Pavese, denilebilinir ki İkinci Dünya Savaşı’nın yarattığı ve yok ettiği bir yazardır. İkinci Dünya Savaşı ve ondan sonraki iç savaş sürecini yaşayan yazarın hemen hemen bütün yapıtlarında bu savaşın izlerine rastlanır. Savaş karşısında tutumu çelişkilidir. Tıpkı romanlarının kahramanları gibi. Faşistler tarafından tutuklanınca, af başvurusunda bulunur ve cezası kısaltılır. Tıpkı roman kahramanı Corodo’yu korkuttuğu gibi savaştan, ölümden ve cezaevinden korkmaktadır. Af başvurusu belki bunun en somut göstergesidir. 1943 yılında iş için gittiği Roma’da askere çağrılır. Fakat hasta olduğu için Askeri Hastane’ye kaldırılır. 6 ay hava değişimine gönderilir. Torino’ya döndüğünde arkadaşlarının partizanlara katıldığını öğrenir. Kız kardeşinin yanına sığınır ve savaş bitene kadar orada kalır.
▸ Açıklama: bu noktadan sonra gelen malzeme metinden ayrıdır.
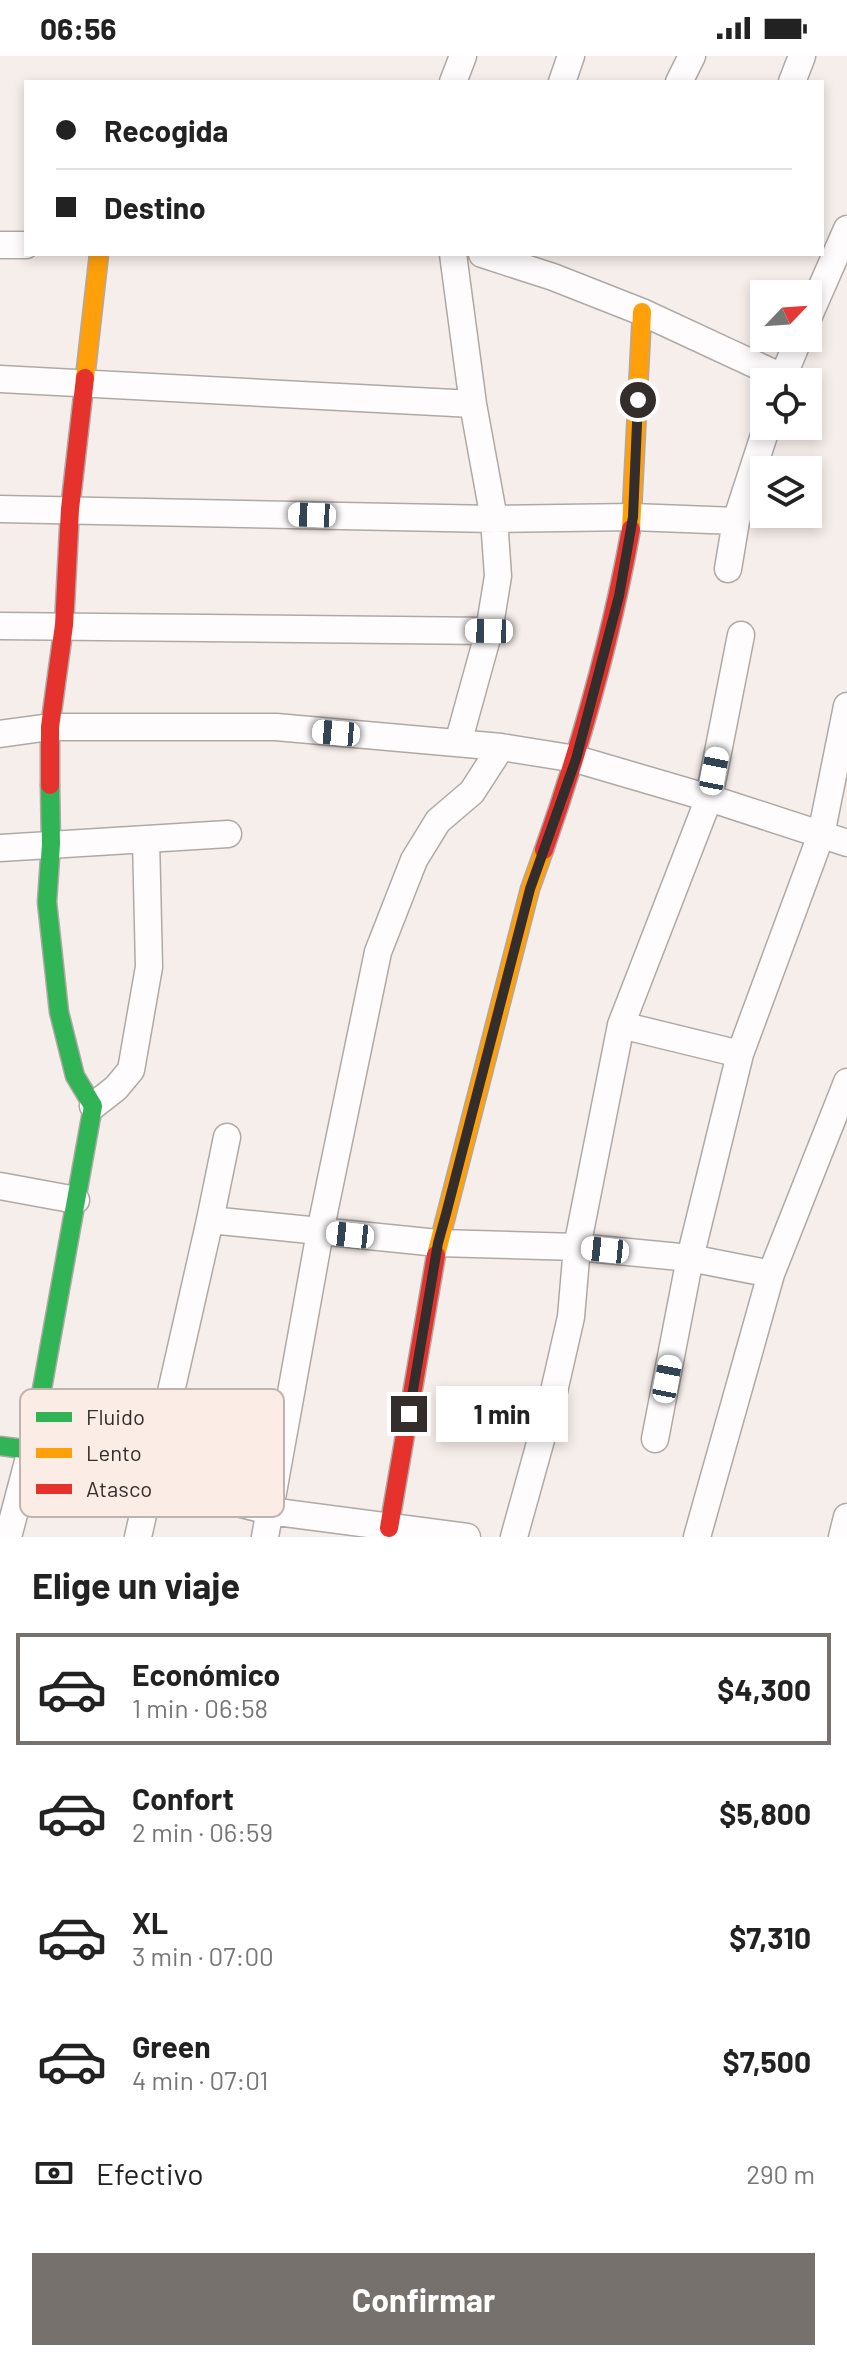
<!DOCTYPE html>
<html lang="es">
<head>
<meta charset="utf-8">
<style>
  :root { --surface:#fff; --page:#f6f6f6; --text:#222; --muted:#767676; --line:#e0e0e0; --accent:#77716e }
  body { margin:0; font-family:Barlow,sans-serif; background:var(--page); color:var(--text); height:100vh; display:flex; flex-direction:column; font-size:30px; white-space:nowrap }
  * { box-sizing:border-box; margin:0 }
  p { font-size:26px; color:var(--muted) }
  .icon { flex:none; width:44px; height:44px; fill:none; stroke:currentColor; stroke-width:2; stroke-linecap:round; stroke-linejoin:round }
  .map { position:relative; height:1481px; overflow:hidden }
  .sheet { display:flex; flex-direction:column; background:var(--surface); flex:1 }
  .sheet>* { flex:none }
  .hud { position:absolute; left:24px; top:24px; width:800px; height:176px; border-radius:0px; box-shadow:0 4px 12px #0003; display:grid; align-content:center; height:176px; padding:0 32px; background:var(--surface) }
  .needle { width:52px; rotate:65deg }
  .controls { position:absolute; left:750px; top:224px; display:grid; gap:16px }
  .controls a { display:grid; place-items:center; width:72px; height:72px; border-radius:0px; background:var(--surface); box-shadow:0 4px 12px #0003; font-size:40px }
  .end { position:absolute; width:36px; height:36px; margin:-18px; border:10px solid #332e2b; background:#fff; box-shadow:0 0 0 4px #fff }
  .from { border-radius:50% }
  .bubble { position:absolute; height:56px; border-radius:0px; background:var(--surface); box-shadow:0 4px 12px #0003; font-size:26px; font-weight:700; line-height:56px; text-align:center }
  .car { position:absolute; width:24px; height:48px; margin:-24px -12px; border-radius:10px; box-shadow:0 0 6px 2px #0007; background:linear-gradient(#fff 24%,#345 0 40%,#fff 0 76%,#345 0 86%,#fff 0) }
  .hud b { display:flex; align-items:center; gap:28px; height:76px; font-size:30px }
  .hud b+b { border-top:2px solid var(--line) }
  .hud i { width:20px; height:20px; background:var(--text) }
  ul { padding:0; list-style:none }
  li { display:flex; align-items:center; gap:24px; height:112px; margin:0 16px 12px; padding:0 16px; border:4px solid transparent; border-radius:0px }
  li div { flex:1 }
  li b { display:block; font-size:30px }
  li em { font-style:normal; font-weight:700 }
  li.active { border-color:var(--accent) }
  li>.icon { width:72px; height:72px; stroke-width:1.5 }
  h2 { padding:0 32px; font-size:36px; line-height:96px }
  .pay { display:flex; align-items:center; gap:20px; height:88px; padding:0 32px; font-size:30px }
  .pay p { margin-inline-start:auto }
  .primary-button { display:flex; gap:16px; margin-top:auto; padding:16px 32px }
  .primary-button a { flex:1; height:92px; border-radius:0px; background:var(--accent); color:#fff; font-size:32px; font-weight:700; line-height:92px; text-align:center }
  .status { display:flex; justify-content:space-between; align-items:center; height:56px; padding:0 40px; background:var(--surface); direction:ltr }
  .status svg { height:22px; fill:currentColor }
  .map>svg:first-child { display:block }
</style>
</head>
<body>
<div class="status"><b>06:56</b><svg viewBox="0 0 49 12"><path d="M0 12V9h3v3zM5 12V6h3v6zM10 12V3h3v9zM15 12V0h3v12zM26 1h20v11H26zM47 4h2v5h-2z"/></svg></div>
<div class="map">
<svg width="847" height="1481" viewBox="0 0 847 1481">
  <rect width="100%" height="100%" fill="#f6eeea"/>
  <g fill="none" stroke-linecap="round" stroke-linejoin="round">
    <g stroke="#afa9a6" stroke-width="29">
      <path id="street" d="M 453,26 L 463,0
        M 562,26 L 571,0
        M 679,26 L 692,0
        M 792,26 L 802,0
        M 0,189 L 26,189
        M 453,198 L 473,348 L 494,463 L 498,520 L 489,575 L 458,687
        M 482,198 L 553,221 L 642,256 L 782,321
        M 808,262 L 847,173
        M 0,323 L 473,348
        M 781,326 L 799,282
        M 0,453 L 494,463 L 633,461 L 736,465
        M 728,513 L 736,465 L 767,370
        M 0,570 L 489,575
        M 0,678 L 50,671 L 276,671 L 501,691 L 576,703 L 709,742 L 847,787
        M 0,792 L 228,778
        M 621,969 L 740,998
        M 93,1050 L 116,1032 L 131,1014 L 149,911 L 146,783
        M 0,1130 L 76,1144
        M 210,1164 L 438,1187 L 577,1191 L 690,1202 L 771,1218
        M 655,1383 L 690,1202 L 740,998 L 821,779 L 847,650
        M 8,1481 L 31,1394 L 269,1455 L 467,1481
        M 138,1481 L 210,1164 L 227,1081
        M 265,1481 L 320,1176 L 378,896 L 414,804 L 438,765 L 472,736 L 501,691
        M 514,1481 L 552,1344 L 571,1261 L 577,1191 L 621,969 L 709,742 L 741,579
        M 697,1481 L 771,1218 L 847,1026
        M 842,1481 L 847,1461"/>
    </g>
    <g stroke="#afa9a6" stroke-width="21">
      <path id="fast" d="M 0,1390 L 31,1394 L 93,1050 L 75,1020 L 59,956 L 47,846 L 51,788 L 50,729"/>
    </g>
    <g stroke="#afa9a6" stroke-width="21">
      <path id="slow" d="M 85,322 L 99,198
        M 631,473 L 642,256
        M 436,1199 L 530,833 L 544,794"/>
    </g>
    <g stroke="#afa9a6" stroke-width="21">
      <path id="jam" d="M 50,729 L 50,671 L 64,569 L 70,453 L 85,322
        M 544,794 C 581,689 611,583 631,473
        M 389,1472 L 436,1199"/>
    </g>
    <use href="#street" stroke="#fefcfc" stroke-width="26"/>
    <use href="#fast" stroke="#30b455" stroke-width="18"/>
    <use href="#slow" stroke="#ff9f0a" stroke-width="18"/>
    <use href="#jam" stroke="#e5322d" stroke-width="18"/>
  </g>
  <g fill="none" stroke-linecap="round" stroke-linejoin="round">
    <path stroke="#332e2b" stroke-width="10" d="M 409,1358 L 438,1187 L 446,1158 L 530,833 L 576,703 L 619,540 L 633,461 L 638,344"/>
  </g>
  <rect x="20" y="1333" width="264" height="128" rx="12" fill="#fbede5" stroke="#bfb4ad" stroke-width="2"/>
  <rect x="36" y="1356" width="36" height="10" fill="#30b455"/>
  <rect x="36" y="1392" width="36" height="10" fill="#ff9f0a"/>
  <rect x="36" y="1428" width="36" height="10" fill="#e5322d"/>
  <g font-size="22" fill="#332e2b">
    <text x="86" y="1369">Fluido</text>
    <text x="86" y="1405">Lento</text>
    <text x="86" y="1441">Atasco</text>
  </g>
</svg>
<div class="controls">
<a><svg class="needle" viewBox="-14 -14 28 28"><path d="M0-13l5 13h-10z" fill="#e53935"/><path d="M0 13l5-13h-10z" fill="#767676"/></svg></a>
<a><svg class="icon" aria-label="locate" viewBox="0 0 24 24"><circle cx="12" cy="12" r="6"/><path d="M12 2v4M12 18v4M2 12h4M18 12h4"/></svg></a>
<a><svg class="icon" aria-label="layers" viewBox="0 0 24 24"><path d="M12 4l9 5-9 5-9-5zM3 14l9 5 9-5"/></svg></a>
</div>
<i class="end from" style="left:638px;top:344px"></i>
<i class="end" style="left:409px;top:1358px"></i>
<div class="bubble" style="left:436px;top:1330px;width:132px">1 min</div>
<i class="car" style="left:312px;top:459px;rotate:272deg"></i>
<i class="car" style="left:489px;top:575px;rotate:271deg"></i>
<i class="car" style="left:336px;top:677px;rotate:275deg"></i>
<i class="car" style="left:714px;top:715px;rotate:11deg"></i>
<i class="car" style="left:350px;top:1179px;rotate:276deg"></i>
<i class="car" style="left:605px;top:1194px;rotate:276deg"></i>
<i class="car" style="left:667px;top:1323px;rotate:11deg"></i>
<div class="hud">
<b><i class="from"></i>Recogida</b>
<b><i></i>Destino</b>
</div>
</div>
<section class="sheet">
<h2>Elige un viaje</h2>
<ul>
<li class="active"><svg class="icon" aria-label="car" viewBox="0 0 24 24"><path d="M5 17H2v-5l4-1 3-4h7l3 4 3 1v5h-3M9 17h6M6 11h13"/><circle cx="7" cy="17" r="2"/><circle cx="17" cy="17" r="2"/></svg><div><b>Económico</b><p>1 min · 06:58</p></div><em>$4,300</em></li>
<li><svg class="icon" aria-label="car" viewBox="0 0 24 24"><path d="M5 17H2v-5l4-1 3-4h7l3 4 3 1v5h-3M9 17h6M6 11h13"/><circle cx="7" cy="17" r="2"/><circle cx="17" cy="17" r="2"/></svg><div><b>Confort</b><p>2 min · 06:59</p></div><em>$5,800</em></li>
<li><svg class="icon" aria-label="car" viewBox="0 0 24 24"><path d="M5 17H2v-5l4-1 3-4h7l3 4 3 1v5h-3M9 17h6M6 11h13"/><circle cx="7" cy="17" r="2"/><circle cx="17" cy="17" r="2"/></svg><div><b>XL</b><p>3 min · 07:00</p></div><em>$7,310</em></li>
<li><svg class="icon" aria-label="car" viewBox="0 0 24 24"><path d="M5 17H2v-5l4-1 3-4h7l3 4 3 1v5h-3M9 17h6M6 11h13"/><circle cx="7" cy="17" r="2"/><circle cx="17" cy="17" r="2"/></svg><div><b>Green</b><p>4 min · 07:01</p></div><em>$7,500</em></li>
</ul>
<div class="pay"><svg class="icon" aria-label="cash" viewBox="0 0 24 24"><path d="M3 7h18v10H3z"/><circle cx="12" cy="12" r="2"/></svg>Efectivo<p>290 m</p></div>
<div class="primary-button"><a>Confirmar</a></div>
</section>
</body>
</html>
Torino’ya kurtuluştan sonra döner (tıpkı romanlarının kahramanları gibi) ama o bir yandan sığındığı yerde savaşın geçip gitmesini beklerken, isterken ve arkadaşlarının kaderine kayıtsız kalmaya çalışırken, bir yandan da büyük bir vicdan azabı çekmektedir. İntihar için vicdan azabından iyi bir neden mi var? İkinci Dünya Savaşı’nı bitiren anlaşma onun için fazla bir şey ifade etmez. ‘Savaş gerçekten bitti mi’ diye sorar. Bitmediğini kendi ölümü ile kanıtlar. Bir otel odasında yaşamına son verir.